# Assignment:
Go through the listing below and repeat it exactly, dropping the pictures.

*** Extracted records Section Begins ***

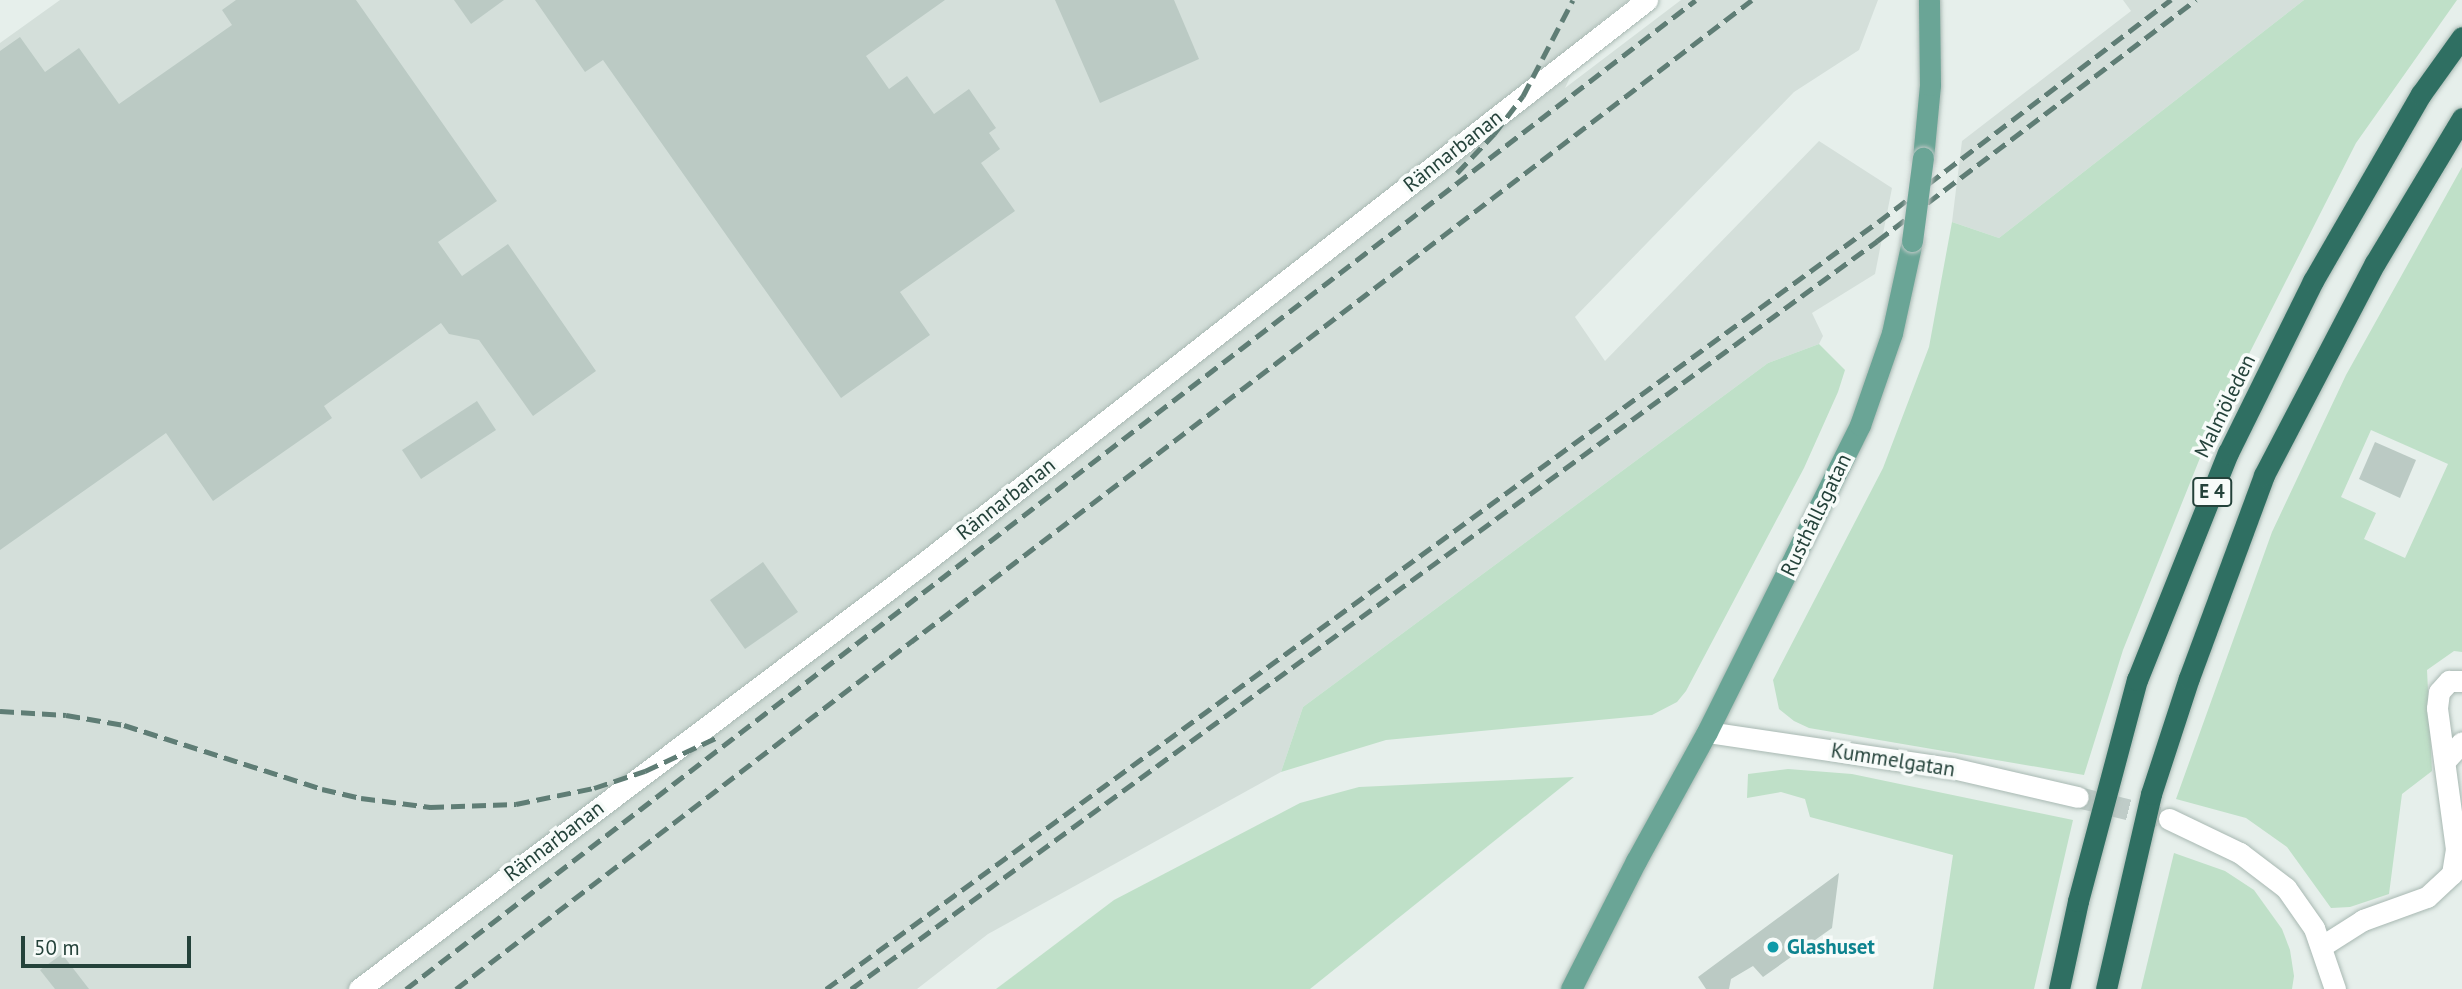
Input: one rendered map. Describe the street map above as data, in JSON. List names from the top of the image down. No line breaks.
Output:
{"streets":{"highway":["Malmöleden","E 4"],"main road":["Rusthållsgatan"],"street":["Rännarbanan","Kummelgatan"]},"crossings":[["Rusthållsgatan","Kummelgatan"]],"places":["Glashuset"],"scale_bar":"50 m"}
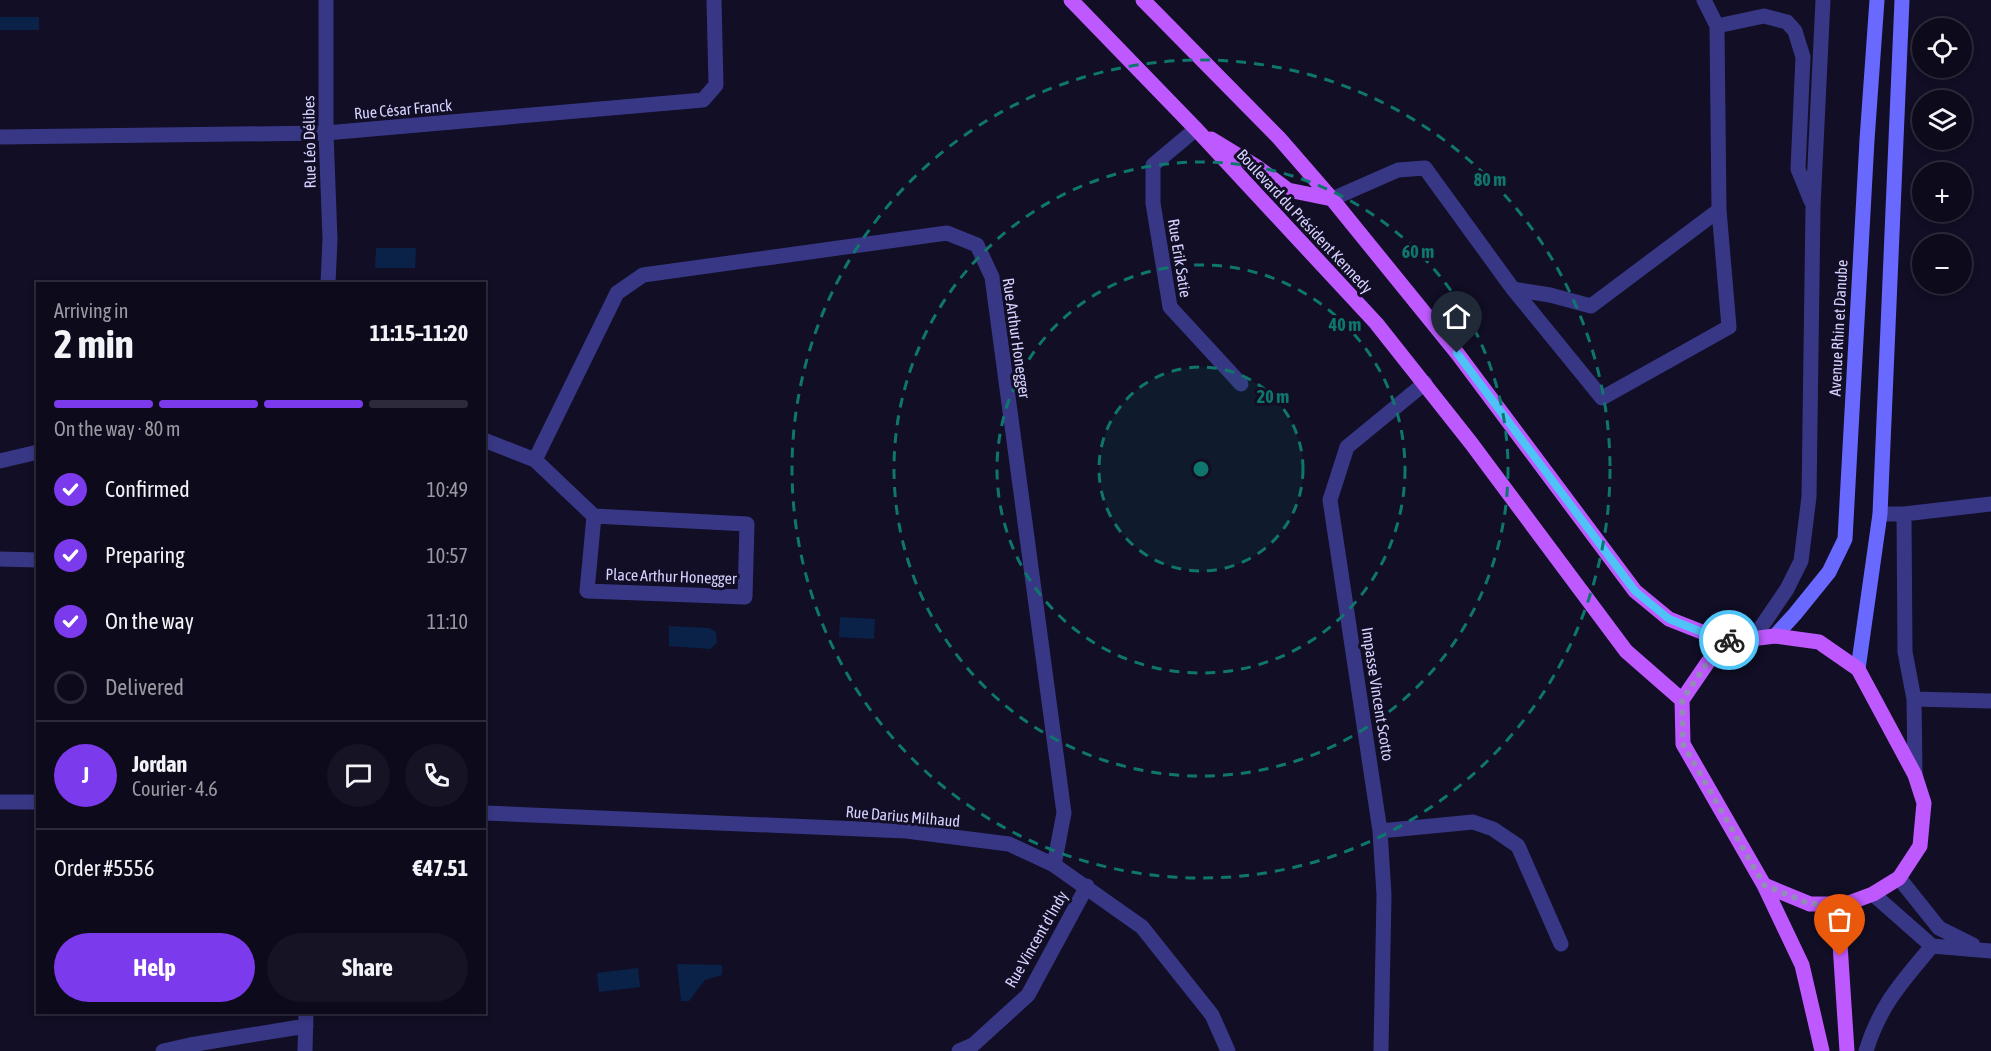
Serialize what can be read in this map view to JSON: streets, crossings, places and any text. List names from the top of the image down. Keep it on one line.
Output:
{"streets":{"main road":["Boulevard du Président Kennedy","Avenue Rhin et Danube"],"street":["Rue César Franck","Rue Léo Délibes","Rue Erik Satie","Rue Arthur Honegger","Place Arthur Honegger","Impasse Vincent Scotto","Rue Darius Milhaud","Rue Vincent d'Indy"]},"crossings":[["Rue César Franck","Rue Léo Délibes"],["Boulevard du Président Kennedy","Rue Erik Satie"],["Boulevard du Président Kennedy","Impasse Vincent Scotto"],["Rue Arthur Honegger","Rue Darius Milhaud"],["Rue Darius Milhaud","Rue Vincent d'Indy"]],"page":{"map_buttons":["+","−"],"heading":["2 min","Arriving in","11:15–11:20"],"panel":["Jordan","Courier · 4.6","Order #5556","€47.51"],"bar":"On the way · 80 m","list":[["Confirmed","10:49"],["Preparing","10:57"],["On the way","11:10"],"Delivered"],"round":"J","buttons":["Help","Share"]},"rings":["80 m","60 m","40 m","20 m"]}
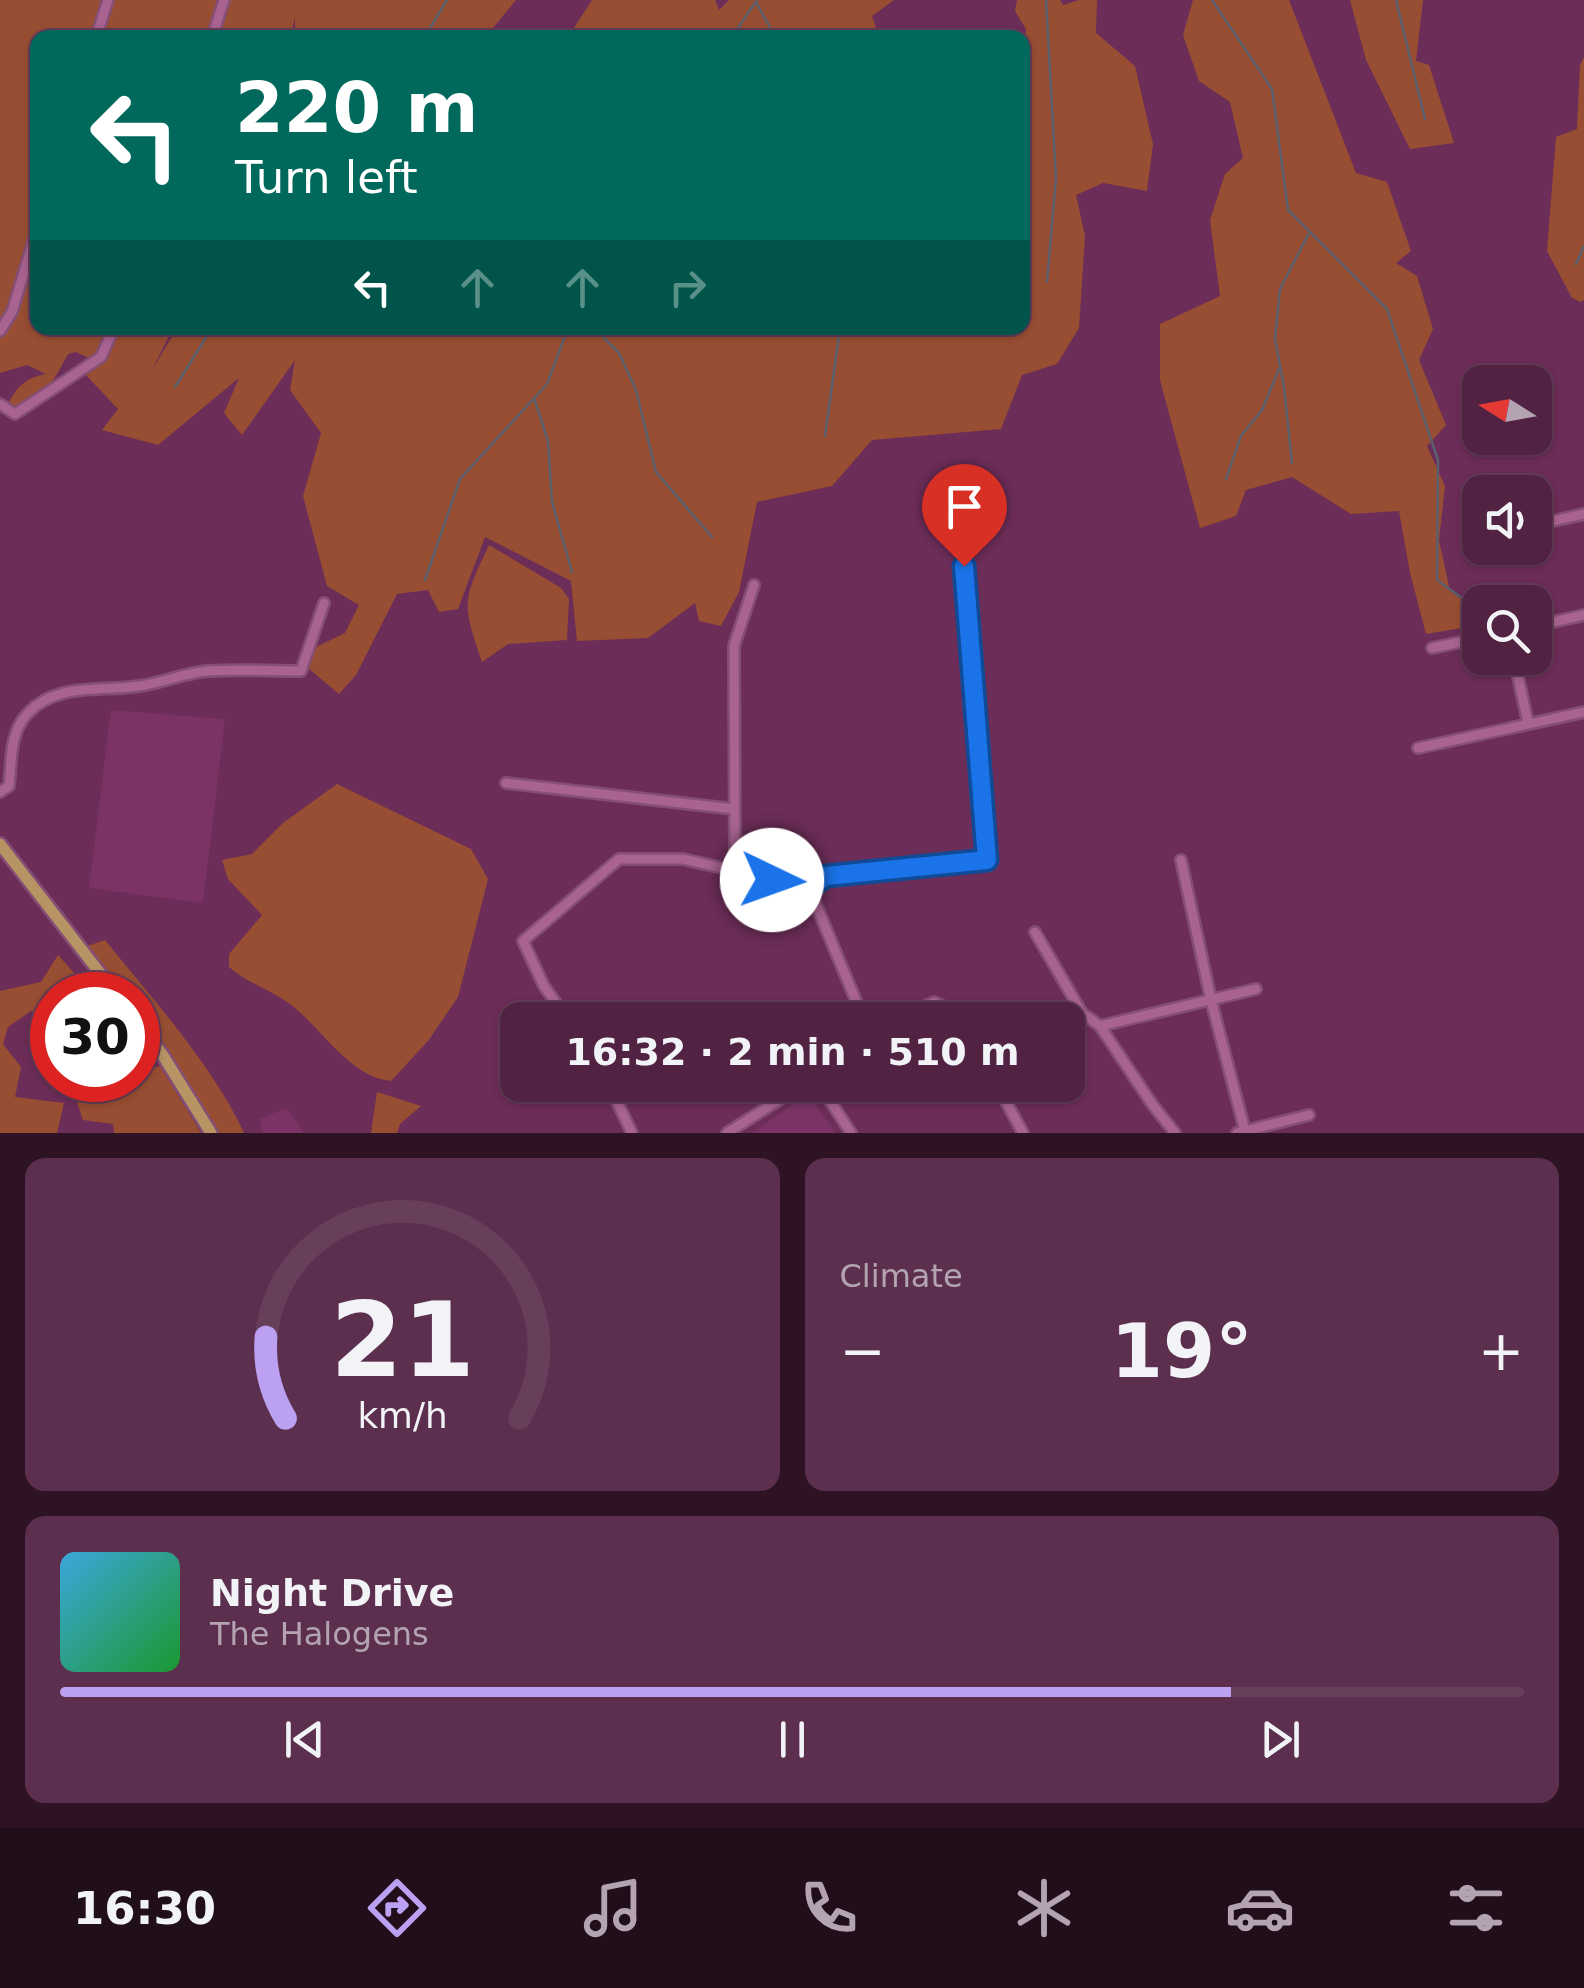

*** Extracted records Section Ends ***

# Reply to the task:
Input: one rendered map. Describe the street map above as data, in JSON. List names from the top of the image down. No line breaks.
Output:
{"streets":{"highway":["Malmöleden","E 4"],"main road":["Rusthållsgatan"],"street":["Rännarbanan","Kummelgatan"]},"crossings":[["Rusthållsgatan","Kummelgatan"]],"places":["Glashuset"],"scale_bar":"50 m"}
Serialize what can be read in this map view to JSON: streets, crossings, places and any text. List names from the top of the image down. Keep it on one line.
Output:
{"streets":{"main road":["Boulevard du Président Kennedy","Avenue Rhin et Danube"],"street":["Rue César Franck","Rue Léo Délibes","Rue Erik Satie","Rue Arthur Honegger","Place Arthur Honegger","Impasse Vincent Scotto","Rue Darius Milhaud","Rue Vincent d'Indy"]},"crossings":[["Rue César Franck","Rue Léo Délibes"],["Boulevard du Président Kennedy","Rue Erik Satie"],["Boulevard du Président Kennedy","Impasse Vincent Scotto"],["Rue Arthur Honegger","Rue Darius Milhaud"],["Rue Darius Milhaud","Rue Vincent d'Indy"]],"page":{"map_buttons":["+","−"],"heading":["2 min","Arriving in","11:15–11:20"],"panel":["Jordan","Courier · 4.6","Order #5556","€47.51"],"bar":"On the way · 80 m","list":[["Confirmed","10:49"],["Preparing","10:57"],["On the way","11:10"],"Delivered"],"round":"J","buttons":["Help","Share"]},"rings":["80 m","60 m","40 m","20 m"]}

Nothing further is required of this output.